* **What you will do**:
Extract the text of every entry below exactly; leave images out.

* **Extracted data**:
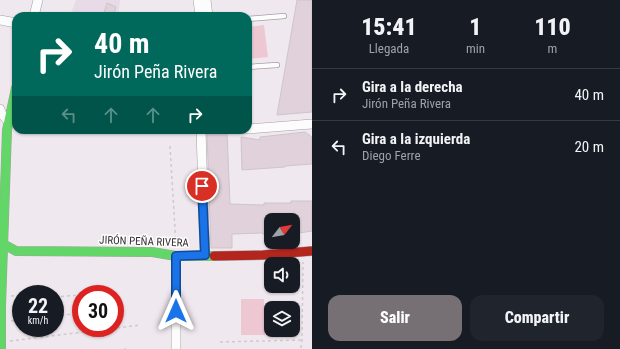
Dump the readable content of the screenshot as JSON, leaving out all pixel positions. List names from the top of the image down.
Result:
{
  "streets": {
    "street": ["JIRÓN PEÑA RIVERA"]
  },
  "north": "top right",
  "page": {
    "eta": [
      "15:41",
      "Llegada",
      "1",
      "min",
      "110",
      "m"
    ],
    "turn": ["40 m", "Jirón Peña Rivera"],
    "list": [
      {
        "name": "Gira a la derecha",
        "note": "Jirón Peña Rivera",
        "value": "40 m"
      },
      {
        "name": "Gira a la izquierda",
        "note": "Diego Ferre",
        "value": "20 m"
      }
    ],
    "speed": "22 km/h",
    "limit": "30",
    "buttons": ["Salir", "Compartir"]
  }
}
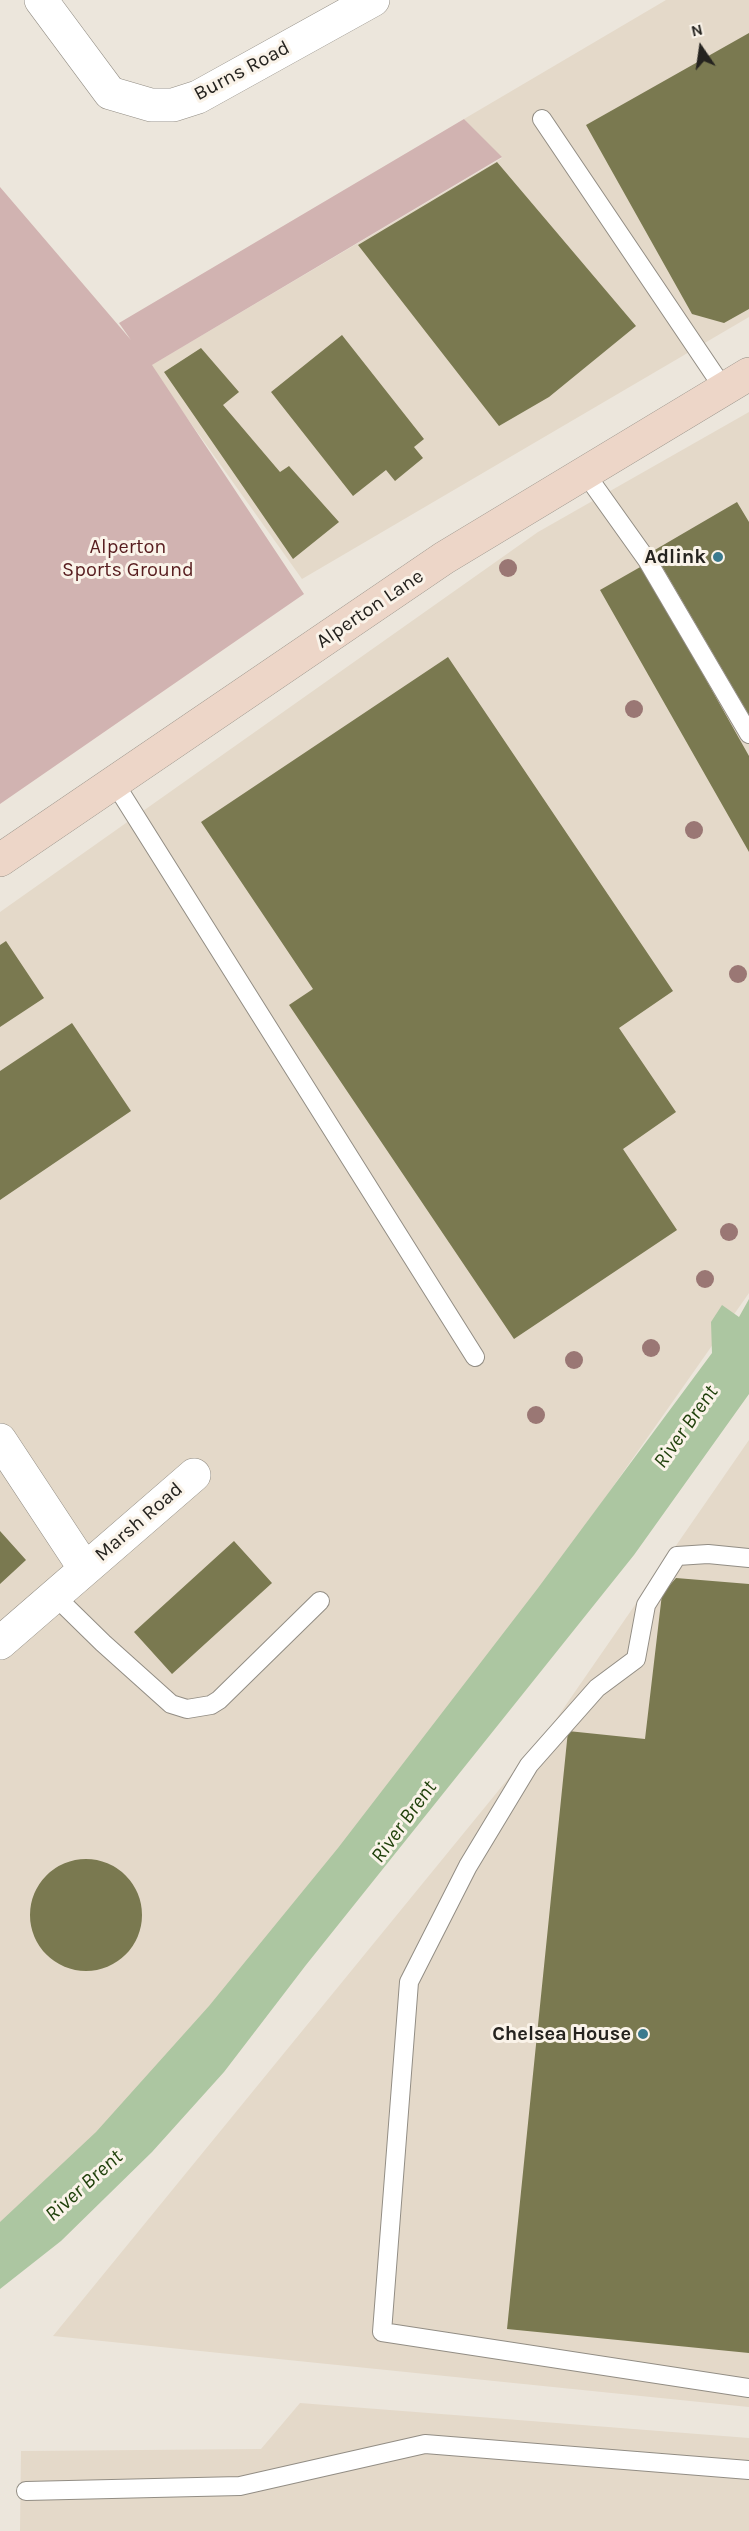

* **Task output**:
Dump the readable content of the screenshot as JSON, leaving out all pixel positions. List names from the top of the image down.
Result:
{
  "streets": {
    "street": ["JIRÓN PEÑA RIVERA"]
  },
  "north": "top right",
  "page": {
    "eta": [
      "15:41",
      "Llegada",
      "1",
      "min",
      "110",
      "m"
    ],
    "turn": ["40 m", "Jirón Peña Rivera"],
    "list": [
      {
        "name": "Gira a la derecha",
        "note": "Jirón Peña Rivera",
        "value": "40 m"
      },
      {
        "name": "Gira a la izquierda",
        "note": "Diego Ferre",
        "value": "20 m"
      }
    ],
    "speed": "22 km/h",
    "limit": "30",
    "buttons": ["Salir", "Compartir"]
  }
}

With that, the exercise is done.